EXERCISE DATA:

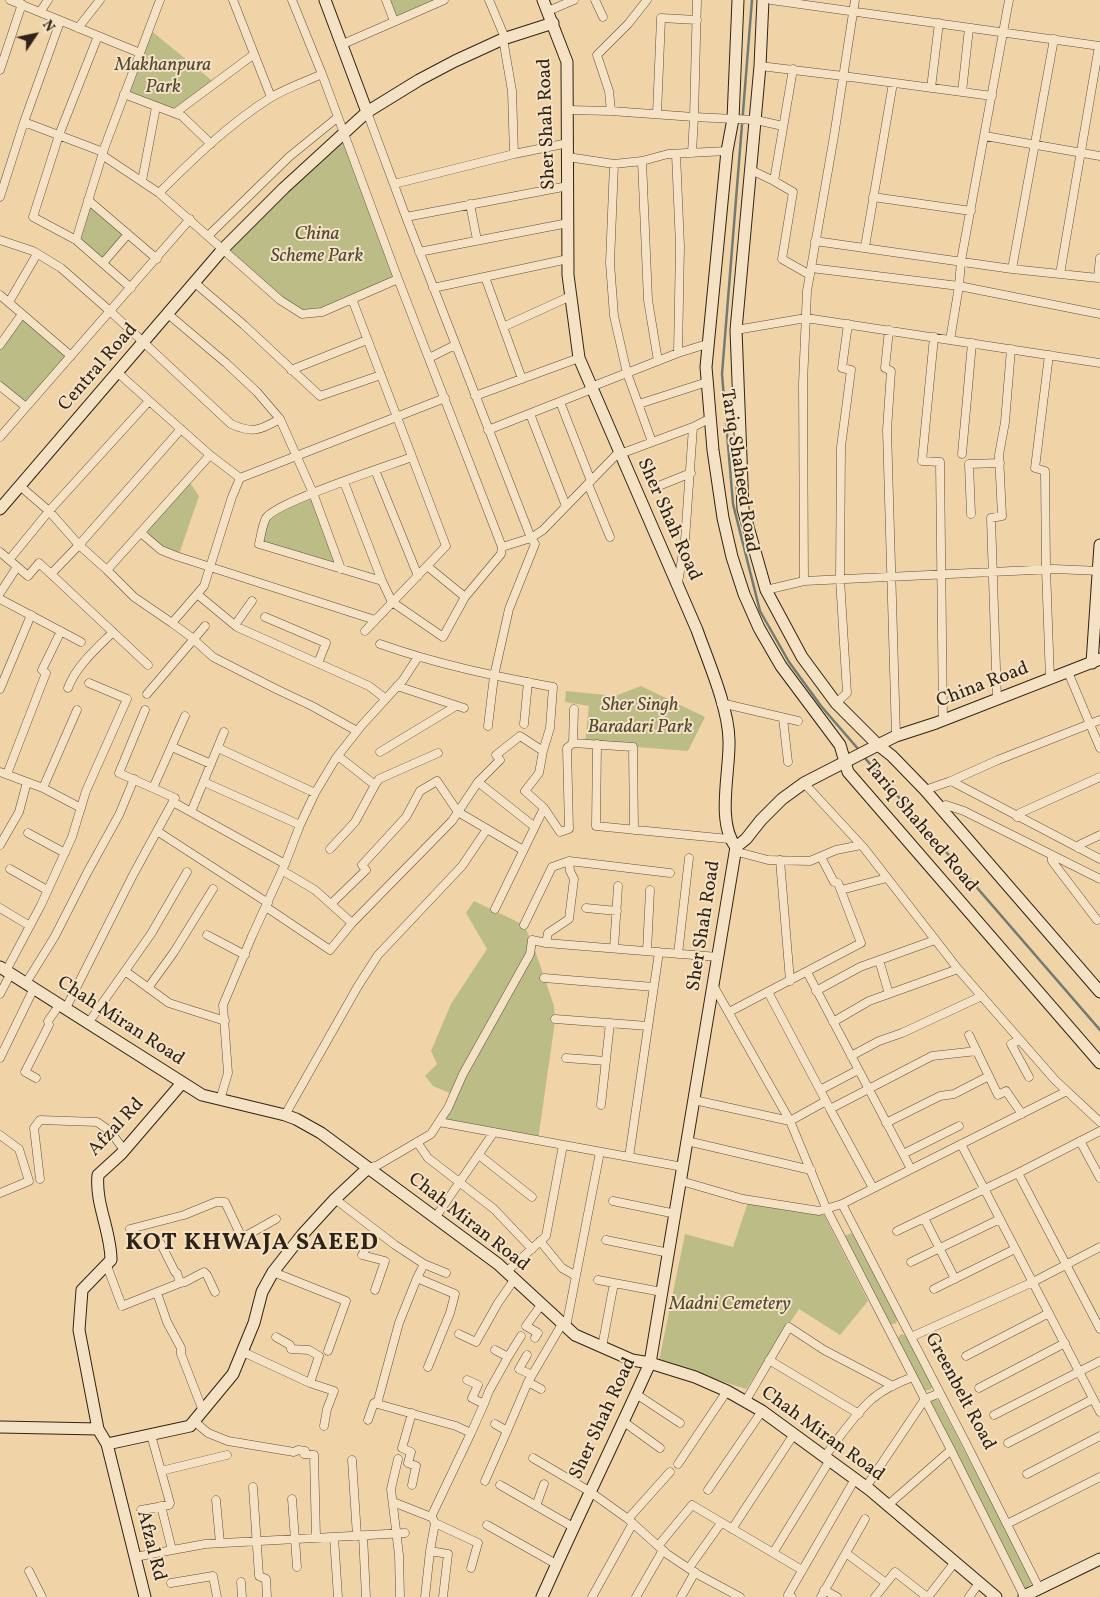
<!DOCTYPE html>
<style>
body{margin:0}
#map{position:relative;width:1100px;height:1597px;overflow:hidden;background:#f0d3a6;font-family:Vollkorn,serif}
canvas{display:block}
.north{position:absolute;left:10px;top:10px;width:50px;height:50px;-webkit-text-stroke:4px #f5e2c5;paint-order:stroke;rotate:56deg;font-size:14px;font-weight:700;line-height:20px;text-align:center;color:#2e2316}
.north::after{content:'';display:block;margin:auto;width:18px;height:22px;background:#2e2316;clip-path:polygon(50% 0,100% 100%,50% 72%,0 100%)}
</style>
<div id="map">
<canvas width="1100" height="1597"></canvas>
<div class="north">N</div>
</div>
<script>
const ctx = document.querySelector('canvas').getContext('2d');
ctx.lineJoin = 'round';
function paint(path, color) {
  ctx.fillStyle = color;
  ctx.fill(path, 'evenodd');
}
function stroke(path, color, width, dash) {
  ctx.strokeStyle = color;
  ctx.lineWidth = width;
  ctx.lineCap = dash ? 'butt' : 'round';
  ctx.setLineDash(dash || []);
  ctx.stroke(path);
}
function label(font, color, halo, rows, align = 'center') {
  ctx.font = font + ' Vollkorn,serif';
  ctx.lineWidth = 4;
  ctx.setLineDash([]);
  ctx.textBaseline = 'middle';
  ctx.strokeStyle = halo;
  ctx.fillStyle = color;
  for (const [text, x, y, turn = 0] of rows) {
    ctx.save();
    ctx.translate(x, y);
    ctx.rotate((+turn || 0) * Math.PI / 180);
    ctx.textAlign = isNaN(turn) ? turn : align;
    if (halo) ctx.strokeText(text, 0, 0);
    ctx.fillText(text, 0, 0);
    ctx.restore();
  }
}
const green = new Path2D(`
 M386,0h51l-43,21z
 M149,29l66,54 -40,30 -51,-19z
 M344,138l54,141 -76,33 -20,2 -79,-64z
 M88,200l40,34 -25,29 -27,-23z
 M22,314l49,42 -45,51 -26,-20v-43z
 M188,480l11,16 -21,61 -37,-24z
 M313,493l28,76 -80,-23 6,-28z
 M641,686l64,31 -17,34 -103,-8 4,-37 -24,-4 1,-11 49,5z
 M474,901l50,24 8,17 22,64 1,15 -17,119 -99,-18 13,-28 -19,-8 -8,-10 12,-12 -6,-13 20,-47 36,-55 -21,-36z
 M748,1202l76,13 44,86 -28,34 -41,-26 -53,80 -87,-28 26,-127 48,13z
 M852,1233l46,86 -3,5h-6l-45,-88z
 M901,1334l6,2 26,50 -3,4h-6l-27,-51z
 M935,1399l3,1 95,182 -7,7 -4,-1 -93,-185z`);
const stream = new Path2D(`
 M752,0l-30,374 11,130 27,107 29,51 32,44 38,44
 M864,757l236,273`);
const street = new Path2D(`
 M10,0l130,53
 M233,0l38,97
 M292,0l30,74 76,205 104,268 29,-9 -125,-321 -39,-105
 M386,0l8,21
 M489,0l16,38
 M595,0l8,17
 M697,0l-3,117 62,3 27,6
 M771,0l329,46
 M548,11l26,-11
 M40,12l8,-12
 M78,28l22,-28
 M98,36l-39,99 -26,82 43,23 55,48
 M343,44l101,-44
 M760,66l83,10 149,20
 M793,69l-19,112 19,11 -11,67 28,16
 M0,70l22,-66
 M931,88l8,-65
 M962,92l7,-64
 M124,94l58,22 29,28
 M568,110l43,1 -2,-20 -12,-36 31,-31 19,-24
 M611,111l83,6 -2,36
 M175,113l78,-58
 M657,114l4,-96 36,2
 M24,122l79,30
 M985,136l115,20
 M514,154l54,-11
 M676,154l4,92 -2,107
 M102,155l57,38 121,107 22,14 20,-2 76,-33
 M568,157l46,7 28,-3 26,-7 59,-3
 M642,161l6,139 10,61
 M614,164l-4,99 4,53 13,57 25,69
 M751,170l23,11
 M142,181l14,-74
 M394,184l120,-30 -2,-63 -9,-52
 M159,193c34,-34 70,-69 111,-95 16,-10 35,-16 52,-24
 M0,197l24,-75 36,-100
 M873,197l98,14
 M88,200l69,59
 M470,204l7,36
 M406,217l162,-31
 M209,235l80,-78 49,-40
 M0,240l33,11 28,17 50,44 120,112c22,10 29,6 49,-5
 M76,240l29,-94 55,-146
 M815,241l197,28 42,-230
 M865,247l28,-164
 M419,252l149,-29
 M103,263l25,-29
 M811,268l148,18 141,28
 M1012,269l48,5 39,-228
 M1060,274l38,4 2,-20
 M485,277l37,102
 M195,283l49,42 76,71 61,-21
 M433,288l135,-29
 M0,295l71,61
 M352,299l94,247 -81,85
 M9,302l28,-48
 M168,314l58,49 31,29 23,27 33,74 28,76
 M503,327l68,-31
 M736,330l70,-12 294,45
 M889,330l-4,38 6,3 -4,59 9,306
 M934,337l-12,124 18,1 3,258
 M950,340l9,-54 2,-25 48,-261
 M0,345l22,-31
 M1049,355l-14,113 10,3 1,98 4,110
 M429,358l26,-13
 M291,370l76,-30
 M0,386l26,21
 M591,387l87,-34 29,-9
 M475,396l104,-38
 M560,402l31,79
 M639,404l68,-22
 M530,414l36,92
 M488,430l104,-41
 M0,437l190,-218
 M620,454l73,-27
 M962,454l10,-111
 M375,470l43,106
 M240,478l205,-80
 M344,482l38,99 10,21
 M588,484l22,53
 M661,485l30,-12
 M20,486l29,25 30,34 28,25 27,27 38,26 32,-37 28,-89 8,-19 -30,-23 -92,-82
 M971,514l-2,-50 31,-1
 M141,533l20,17 15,6 199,64
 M0,552l28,24 11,-13 12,11
 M9,560l40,-49 100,-110
 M107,570l103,-115
 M382,581l-123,-37c2,-8 3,-18 7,-26 10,-16 122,-52 146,-61
 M804,581l-1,-198 4,-92 27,-155 21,-136
 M678,583l7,-43 8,-113 18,-9
 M766,590l38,-9 250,-12 46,2
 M0,593l17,-26
 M197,594l40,33 132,59 17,13
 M465,597l36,-43 1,-7
 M0,599l81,43
 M395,604l48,33 22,-40 -38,-31
 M265,617l61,26 -8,20
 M172,623l19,14 22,20 63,32 36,17 45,25
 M235,625l17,-24
 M380,644c56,20 114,32 173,43l-3,41 -7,23 -4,22 -14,18 19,17 16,24 9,-3 -2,-81 6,-5
 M148,665l-97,-91 28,-29 102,-116
 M1068,672l32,76
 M397,686l67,22
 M68,688c8,-22 29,-40 45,-56
 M0,689l31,-74
 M147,694l58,-68
 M997,699l-6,-181 11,-2 -3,-61 6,-33 6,-73
 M721,703l77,18
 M836,703l11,-10 -7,-114 1,-132 10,-77 -9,-2 6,-44
 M574,709l-1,34 60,4 1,83
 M783,718l5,44
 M524,724l4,-42
 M488,726l6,-50 15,-67 26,-65 -4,-6 12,-8 76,-78
 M597,744l-1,82 133,13
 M172,747l39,17
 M218,748l97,45
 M380,752l76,-46
 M338,756l37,29 4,-6 59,-26
 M0,772l43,16 38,20
 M7,774l39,-101 -4,-3 19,-39
 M951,781l149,78
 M204,782l96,43
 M804,783l60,65 94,121 97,111 45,42
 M43,788l34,-78
 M153,788l32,-72
 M925,790l26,-9 47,-21 102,-40
 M173,802l112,62
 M939,808l7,-3 18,6 136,68
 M191,812l33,-80
 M1017,817l3,-4 80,-36
 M531,824l-53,-42 22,-22 -4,-5 24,-19 23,15
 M157,831l111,72
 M28,833l37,20
 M0,845l19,-33 8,-30
 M1078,848l3,-4 19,-9
 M330,849l25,-27 20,-37
 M734,851l34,9 42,1 26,-11 25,-5
 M1052,856v5l45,59
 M780,860l10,121
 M10,869l37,21
 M841,890l46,-12
 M331,904l35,-34 -4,-5 44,-48 14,-26 17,-10 21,31 65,38
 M266,907l64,43 22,-27 -37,-33 -32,-19
 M0,908l30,18
 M586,908l31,3
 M495,909l49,-101
 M352,923l100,-102 26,-39
 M524,925l28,-58 17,-6
 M207,935l38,20
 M546,943l2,-10 21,-14 5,-40 -4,-8 -1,-10 101,12
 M614,948l4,-62
 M647,951l3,-61
 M678,954l11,-96
 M879,960l10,34
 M6,971l35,-66 31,-68 14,-46 41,-92 -38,-16
 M125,971l44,32 56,18
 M807,972l104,197
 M544,978l110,9
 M26,983l29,-47 32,-63 32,-58 15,-36
 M713,985l77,136 37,89 124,240 73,146
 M148,988l26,-36 39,-63
 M816,991l44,-24 75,-27
 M768,992l60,113
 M0,994l11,-21
 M66,1008l67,-133 42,-77 -56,-25 26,-63
 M729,1012l132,-69 -23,-60 -4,-1 -13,-25
 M555,1019l93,7
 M89,1022l62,-88 36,-62
 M833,1022l36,-21 89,-32
 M969,1035l29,60 8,-4 16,23
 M1020,1040l-9,4 18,33
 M851,1056l28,-15 23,-8 80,-37
 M0,1058l34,-70
 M566,1058l40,3
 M36,1078l-11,-6 24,-47 -1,-4 12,-17
 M820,1090l38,-20
 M220,1100l8,-27 -5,-68 29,-69 33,-72 15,-39 15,-32 21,-35 26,-33 41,-45 15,-23
 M694,1100l96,21 36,-20
 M601,1105l9,-82
 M285,1115l73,-129 20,-31 84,-89 25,-37
 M439,1122l244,45
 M886,1123l54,-27 14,-2 35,-18
 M1100,1131l-82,42 82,156
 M0,1135l19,14 10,32 -29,12
 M687,1141l124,29
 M1080,1141l20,37
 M417,1142l11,16 66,51 38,40
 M961,1144l139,268
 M903,1154l56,-28
 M479,1155l53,42
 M629,1157l30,-205
 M368,1168l10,-3 53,-31 17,-26 15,-34 67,-120 2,-14 14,3 172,14
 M40,1179l-6,-51 6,-8 57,2 13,9 14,19
 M681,1181l62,18 76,12 23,-7 225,-113
 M873,1188l-43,-79 102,-53 45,-5
 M335,1199l60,46 29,19 -7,14
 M613,1201l63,13
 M842,1204l125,241 72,143
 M435,1218l59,-86
 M924,1218l31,61
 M130,1229l54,-14 32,-13h9l17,36 34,-19
 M897,1231l121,-58
 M606,1240l63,13
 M540,1241l22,27 14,8
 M911,1262l89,-43
 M424,1264l22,9
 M107,1266l15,40 58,-23 -3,-10 -2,-1 -14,-28
 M273,1272l73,29 -18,50
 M506,1272l40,-36 17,-91
 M598,1280l64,12
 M180,1283l5,-1 19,-10 3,3 8,17
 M934,1289l81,-40
 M375,1290l10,-29 -23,-6 15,-24
 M157,1293l10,29 14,26v6l22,57
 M566,1327l34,-175
 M459,1334l17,8 22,-39 16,-23
 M276,1337l14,8 1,4 18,1 10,6 -9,27
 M911,1337l122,-55 67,-35
 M535,1338l3,-5 -12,-7 15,-21
 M602,1347l12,-64
 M243,1352l67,31 24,8 -7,18 -3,17
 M527,1355l-8,14 13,6
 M966,1356l83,-43
 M508,1357l13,-21
 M769,1360l90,54
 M467,1380l11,5 -6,13 12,6 -13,29
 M979,1388l86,-45
 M541,1389l-13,-7 34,-58
 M636,1394l44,29
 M745,1402l44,-75 35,23 69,36
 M377,1404l22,-81 18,-45 38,16 -5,19 -22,54
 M484,1404l5,-13 19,-34 -13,-7
 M412,1413l-10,35 9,4 -3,11 8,3 -4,19
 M994,1415l106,-54
 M368,1420l6,-17 82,23 15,7 -40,84 -38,-15
 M194,1421l14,12 20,8 66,11 4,-2 7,1 -1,3 10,1 2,82
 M624,1422l36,26
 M495,1424l12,7 21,-49
 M1008,1443l85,-44
 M825,1456c15,-19 29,-41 47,-57 12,-10 27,-17 41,-22
 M533,1458l56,33 39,28 39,35 30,20 43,23
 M398,1459l-7,30 8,66 1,42
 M352,1460l5,76
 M678,1464l49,-73
 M161,1471l66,-16
 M1027,1474l73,-38
 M485,1481l22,-50
 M500,1485l73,42
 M253,1487l6,89 7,3 1,18
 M866,1487l59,-88 15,-6
 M708,1490l54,-79
 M292,1499l5,68
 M216,1500l4,43
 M888,1505l63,-55
 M161,1506l11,44
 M536,1506l8,-22
 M141,1510l28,-5 1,-2 -19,-68
 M433,1519l2,4 43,20 -7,25
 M628,1519l42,-47
 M435,1523l-5,28 18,3 -5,43
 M1007,1524l93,-47
 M487,1525l69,39
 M732,1529l62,-95
 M363,1535l3,62
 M334,1537l4,60
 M658,1546l34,-41 110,65
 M773,1553l57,-93
 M846,1553l40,30
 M135,1557l70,-13 200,-11
 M689,1568l32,-45
 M29,1571l13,26
 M241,1582l1,15
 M171,1583l42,-7 4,21
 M824,1590l13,7
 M425,1597l5,-46
 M592,1597l41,-74
 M636,1597l27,-47
 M681,1597l14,-25
 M792,1597l-4,-2 67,-116
 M821,1597l44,-78
 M875,1597l20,-25 32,25
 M928,1597l27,-35
 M969,1597l10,-14`);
const secondary = new Path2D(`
 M325,0l42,112
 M543,0l24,62 1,213 11,83 118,272c11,31 32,79 32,111 1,30 -13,82 7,106
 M738,0l-5,119 -6,32 -21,216 7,83 10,68 9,39 12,37 15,34 22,38 59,79 8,27 252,291
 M763,0l-3,66 -24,264 7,179 23,81 36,67 34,46 42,42 14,11 33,34 175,202
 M0,509l223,-260 61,-61 83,-76 52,-32 36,-19 48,-22 50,-16
 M1092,663l8,-118
 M736,847l10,-8 15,-19 21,-21 22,-16 74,-38 18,-9 40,-13 164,-64
 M0,967l202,128 83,20 11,4 25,14 177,131 77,71 57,25 18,3 45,14 32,14 35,20 108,79 126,107
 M0,1427l98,2 9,15 38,153
 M98,1429l-19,-99 3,-40 29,-30c0,-29 -16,-56 -13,-85l23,-21 61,-71
 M107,1444l83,-18 43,-52 21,-51 8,-31 11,-20 29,-37 33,-36 33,-31
 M542,1597c35,-79 73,-156 108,-234l86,-516
 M1024,1597v-1l76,-37`);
const parkNames = [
 ["Makhanpura",163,67],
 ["Park",163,89],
 ["China",317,236],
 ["Scheme Park",317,258],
 ["Sher Singh",640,707],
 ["Baradari Park",640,729],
 ["Madni Cemetery",730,1306]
];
const streetNames = [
 ["Sher Shah Road",548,124,-92],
 ["Central Road",99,368,-49],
 ["Tariq Shaheed Road",738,471,81],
 ["Sher Shah Road",668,520,66],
 ["China Road",983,686,-21],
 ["Tariq Shaheed Road",920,827,50],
 ["Sher Shah Road",705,926,-81],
 ["Chah Miran Road",120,1022,33],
 ["Afzal Rd",117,1128,-47],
 ["Chah Miran Road",468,1223,38],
 ["Greenbelt Road",959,1392,62],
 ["Sher Shah Road",604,1419,-65],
 ["Chah Miran Road",822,1435,36],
 ["Afzal Rd",150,1546,76]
];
const districtNames = [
 ["KOT KHWAJA SAEED",252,1245]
];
paint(green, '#bbbc86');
stroke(stream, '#717b72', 2.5);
stroke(street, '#5e4f3a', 9);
stroke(secondary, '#2e2316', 13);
stroke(street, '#f5e2c5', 8);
stroke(secondary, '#f5e2c5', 11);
label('italic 19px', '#514932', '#f5e2c5', parkNames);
label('19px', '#2e2316', '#f5e2c5', streetNames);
ctx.letterSpacing = '1px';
label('bold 24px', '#2e2316', '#f5e2c5', districtNames);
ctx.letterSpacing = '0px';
</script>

WORK INSTRUCTIONS: Every line in the listing that holds "strokeStyle" belongs in the answer.

RESPONSE BOX:
  ctx.strokeStyle = color;
  ctx.strokeStyle = halo;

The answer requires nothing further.